Monday, Oct. 07, 1991
What If Scarlett Sequel Fever Caught On?
THE SUN ALSO SETS
Jake Barnes, the emasculated expatriate hero of Ernest Hemingway's classic, is the beneficiary of a breakthrough operation in the romantic world of Paris in the '20s. With the help of supplemental hormones, Jacqueline Barnes goes on to become a suffragist and campaigner against alcoholism.
THE NEXT TO THE LAST OF THE MOHICANS
In this politically correct prequel, Hawkeye displays the Eurocentric tendencies to hunt and waste.
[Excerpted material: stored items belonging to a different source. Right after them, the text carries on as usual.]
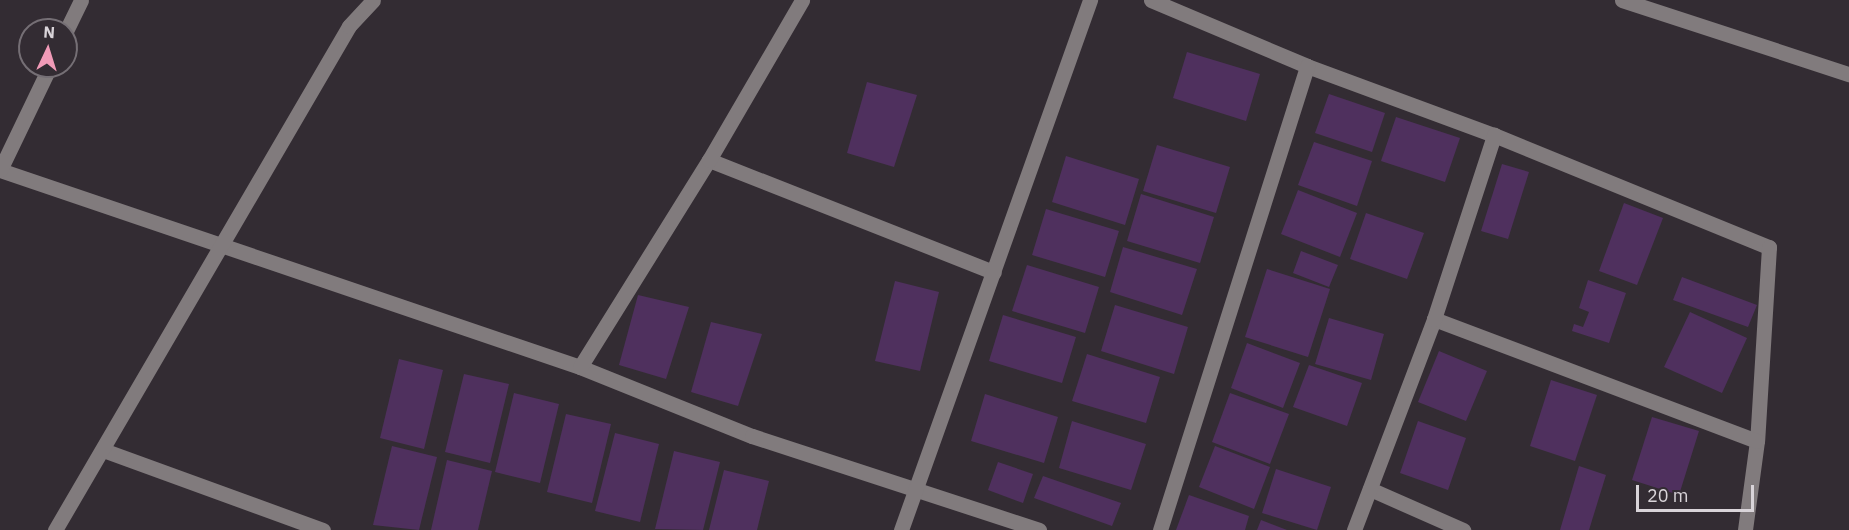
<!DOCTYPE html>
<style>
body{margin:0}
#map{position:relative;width:1849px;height:530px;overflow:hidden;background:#332c33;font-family:"IBM Plex Sans",sans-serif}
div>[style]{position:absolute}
.building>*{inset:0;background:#4f305e}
.minor>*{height:15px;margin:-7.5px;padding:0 7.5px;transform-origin:7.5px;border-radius:7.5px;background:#817b7d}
span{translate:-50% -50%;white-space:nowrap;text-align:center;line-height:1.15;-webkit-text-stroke:4.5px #332c33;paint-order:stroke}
.north{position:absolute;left:18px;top:18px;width:60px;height:60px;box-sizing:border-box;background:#332c33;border:2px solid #756f75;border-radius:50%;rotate:4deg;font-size:16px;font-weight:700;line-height:24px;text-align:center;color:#d9d4d9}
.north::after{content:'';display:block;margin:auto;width:21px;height:27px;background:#f09ab7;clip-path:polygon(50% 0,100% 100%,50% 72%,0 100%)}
.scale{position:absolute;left:1636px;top:485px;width:118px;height:27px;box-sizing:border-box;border:3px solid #d9d4d9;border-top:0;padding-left:8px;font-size:18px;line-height:21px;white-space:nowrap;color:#d9d4d9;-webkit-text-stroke:4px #332c33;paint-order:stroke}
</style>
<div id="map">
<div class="building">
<i style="clip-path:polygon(1187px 52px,1260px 74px,1246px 121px,1173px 98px)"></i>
<i style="clip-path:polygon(867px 82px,917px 95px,894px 167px,847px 153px)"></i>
<i style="clip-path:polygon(1329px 94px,1385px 113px,1372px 152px,1315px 133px)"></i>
<i style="clip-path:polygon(1396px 117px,1460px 138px,1445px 182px,1381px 161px)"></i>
<i style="clip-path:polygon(1314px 142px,1372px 161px,1357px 206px,1298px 185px)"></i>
<i style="clip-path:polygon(1157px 145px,1230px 167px,1216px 213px,1143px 191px)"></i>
<i style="clip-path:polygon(1066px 156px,1139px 179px,1125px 225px,1052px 202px)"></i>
<i style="clip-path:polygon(1502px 164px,1529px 172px,1508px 239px,1481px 231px)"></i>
<i style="clip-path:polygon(1298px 190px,1357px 213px,1340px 257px,1281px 234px)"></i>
<i style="clip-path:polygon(1141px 194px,1214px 217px,1200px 263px,1127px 241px)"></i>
<i style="clip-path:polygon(1624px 203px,1663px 218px,1637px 285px,1599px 271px)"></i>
<i style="clip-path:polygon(1046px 209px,1119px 231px,1105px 277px,1032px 255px)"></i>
<i style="clip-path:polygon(1366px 213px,1424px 233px,1407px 279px,1350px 259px)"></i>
<i style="clip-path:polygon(1123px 247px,1197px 269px,1182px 315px,1110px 292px)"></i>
<i style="clip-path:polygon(1301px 251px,1338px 265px,1329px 287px,1293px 273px)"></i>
<i style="clip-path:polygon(1027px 265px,1099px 287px,1085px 333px,1012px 311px)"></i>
<i style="clip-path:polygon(1267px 269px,1330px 289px,1308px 357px,1245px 337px)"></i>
<i style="clip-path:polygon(1682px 277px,1757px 305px,1748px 327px,1673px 300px)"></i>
<i style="clip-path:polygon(1588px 280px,1626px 293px,1609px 343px,1572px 331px,1574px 324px,1583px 327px,1589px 312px,1579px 308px)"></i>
<i style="clip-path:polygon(895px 281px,939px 292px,920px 371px,875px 361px)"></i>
<i style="clip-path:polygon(638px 295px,689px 307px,666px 379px,619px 365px)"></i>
<i style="clip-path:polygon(1115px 305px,1188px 327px,1174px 374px,1101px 351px)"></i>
<i style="clip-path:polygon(1690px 312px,1747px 338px,1722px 393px,1664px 367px)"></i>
<i style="clip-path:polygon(1003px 315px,1076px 337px,1062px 383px,989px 361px)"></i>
<i style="clip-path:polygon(1329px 318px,1384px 334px,1371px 380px,1315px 364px)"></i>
<i style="clip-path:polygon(711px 322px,762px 334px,738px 406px,691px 392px)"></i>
<i style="clip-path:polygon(1247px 343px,1300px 363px,1283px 408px,1231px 388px)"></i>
<i style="clip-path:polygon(1439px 351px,1487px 371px,1466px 421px,1418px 402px)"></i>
<i style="clip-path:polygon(1087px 354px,1160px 377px,1146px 423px,1072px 401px)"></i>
<i style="clip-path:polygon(399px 359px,443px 370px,424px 449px,380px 438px)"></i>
<i style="clip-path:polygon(1309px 365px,1362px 383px,1347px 426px,1293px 407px)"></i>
<i style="clip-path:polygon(464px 374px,509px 384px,490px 463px,445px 452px)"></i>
<i style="clip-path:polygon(1551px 380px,1597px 395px,1575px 461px,1530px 446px)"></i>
<i style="clip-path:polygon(514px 393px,559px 404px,540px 483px,495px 472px)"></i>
<i style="clip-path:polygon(1230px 393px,1289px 414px,1270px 464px,1212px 442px)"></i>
<i style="clip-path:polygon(985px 394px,1058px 417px,1044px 463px,971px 441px)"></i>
<i style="clip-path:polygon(566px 414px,611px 424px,592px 503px,547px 492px)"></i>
<i style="clip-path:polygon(1652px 417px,1699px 431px,1679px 495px,1632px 480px)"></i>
<i style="clip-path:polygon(1072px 421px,1146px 444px,1131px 490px,1059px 468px)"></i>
<i style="clip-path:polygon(1418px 421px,1466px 438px,1448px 490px,1400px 473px)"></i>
<i style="clip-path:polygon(615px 433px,659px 444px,640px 522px,595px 511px)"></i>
<i style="clip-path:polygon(392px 446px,437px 457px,419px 530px,373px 525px)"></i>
<i style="clip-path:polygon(1215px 446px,1270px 467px,1254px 509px,1199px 487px)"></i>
<i style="clip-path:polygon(674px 451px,720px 462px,703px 530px,655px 529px)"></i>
<i style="clip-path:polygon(447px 460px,492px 471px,478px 530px,431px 530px)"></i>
<i style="clip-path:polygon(998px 462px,1033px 474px,1023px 503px,988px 490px)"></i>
<i style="clip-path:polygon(1579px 466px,1606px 475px,1589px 530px,1560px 530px)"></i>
<i style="clip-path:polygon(1276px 469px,1331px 487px,1317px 530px,1262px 513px)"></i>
<i style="clip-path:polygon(724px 470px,769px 481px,757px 530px,709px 530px)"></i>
<i style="clip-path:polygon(1043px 476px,1121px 503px,1112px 526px,1034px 498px)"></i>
<i style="clip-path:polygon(1189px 495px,1249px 516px,1245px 530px,1176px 530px)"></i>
<i style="clip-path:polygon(1261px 520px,1287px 530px,1257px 530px)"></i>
</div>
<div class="minor">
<i style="left:1151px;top:0;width:169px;rotate:22.9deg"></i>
<i style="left:1307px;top:66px;width:199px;rotate:20.3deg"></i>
<i style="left:1494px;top:135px;width:297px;rotate:22.2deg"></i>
<i style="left:1769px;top:247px;width:194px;rotate:93.5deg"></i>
<i style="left:1757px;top:441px;width:90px;rotate:97.7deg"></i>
<i style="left:1622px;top:0;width:239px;rotate:18.1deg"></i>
<i style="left:66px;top:31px;width:34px;rotate:-64deg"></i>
<i style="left:709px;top:160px;width:306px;rotate:21.5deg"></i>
<i style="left:0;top:170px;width:613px;rotate:18.76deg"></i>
<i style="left:580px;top:367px;width:185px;rotate:21.9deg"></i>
<i style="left:752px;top:436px;width:302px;rotate:18.1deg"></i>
<i style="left:0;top:170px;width:115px;rotate:-64.3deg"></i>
<i style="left:1434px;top:319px;width:345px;rotate:20.7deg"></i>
<i style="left:580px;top:367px;width:244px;rotate:-58.1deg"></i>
<i style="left:709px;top:160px;width:185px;rotate:-59.8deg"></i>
<i style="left:103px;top:450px;width:234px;rotate:20deg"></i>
<i style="left:1370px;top:489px;width:102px;rotate:23.8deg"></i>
<i style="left:55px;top:530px;width:583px;rotate:-59.74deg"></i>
<i style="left:349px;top:26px;width:35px;rotate:-47deg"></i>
<i style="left:901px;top:530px;width:563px;rotate:-70.37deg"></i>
<i style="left:1160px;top:530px;width:487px;rotate:-72.4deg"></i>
<i style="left:1354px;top:530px;width:226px;rotate:-69.2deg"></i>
<i style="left:1434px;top:319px;width:194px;rotate:-71.9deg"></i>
</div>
<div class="north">N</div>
<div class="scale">20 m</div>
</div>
Local Native Americans lecture him on ageism, gender bias, affirmative action and ecological consciousness until he has a nervous collapse, jettisons his rifle and opens a frontier health-food store.
MOBY-DICK II
The whale is hunted down by the great-great-grandson of Captain Ahab, Lieut. General Ahab. Backed by the United Nations, Ahab blasts Moby Dick out of the water. From a land base, the intransigent mammal denies U.N. inspectors the right to see his spout, suggesting that Moby-Dick III may be on the way.
THE AQUAMARINE LETTER
Nathaniel Hawthorne's Scarlet Letter in a fashionable shade for the '90s. The lovely and willful heroine, Hester Prynne, who was once doomed to wear A for adultery, finds happiness and fulfillment with one of Boston's first sex therapists. Her performance proves to be so outstanding that she is awarded an A+.
THE ROTH
A Kafkaesque novel that owes much to the author of Portnoy's Complaint. A shapely female breast finds itself metamorphosed into a best-selling novelist named Philip Roth. The bewildered Roth is condemned to a modern version of hell: an endless series of appearances on Geraldo, Oprah and Donahue.
J. PIERPONT FINN
In the post-Civil War boom, Mark Twain's child-man reveals his real name. Arrested in a stock swindle, the rising robber baron escapes from jail with the aid of Jim, nonstop talker and former slave, who has shrewdly invested in ^ Thomas Edison's recording machine and become the founding grandfather of rap.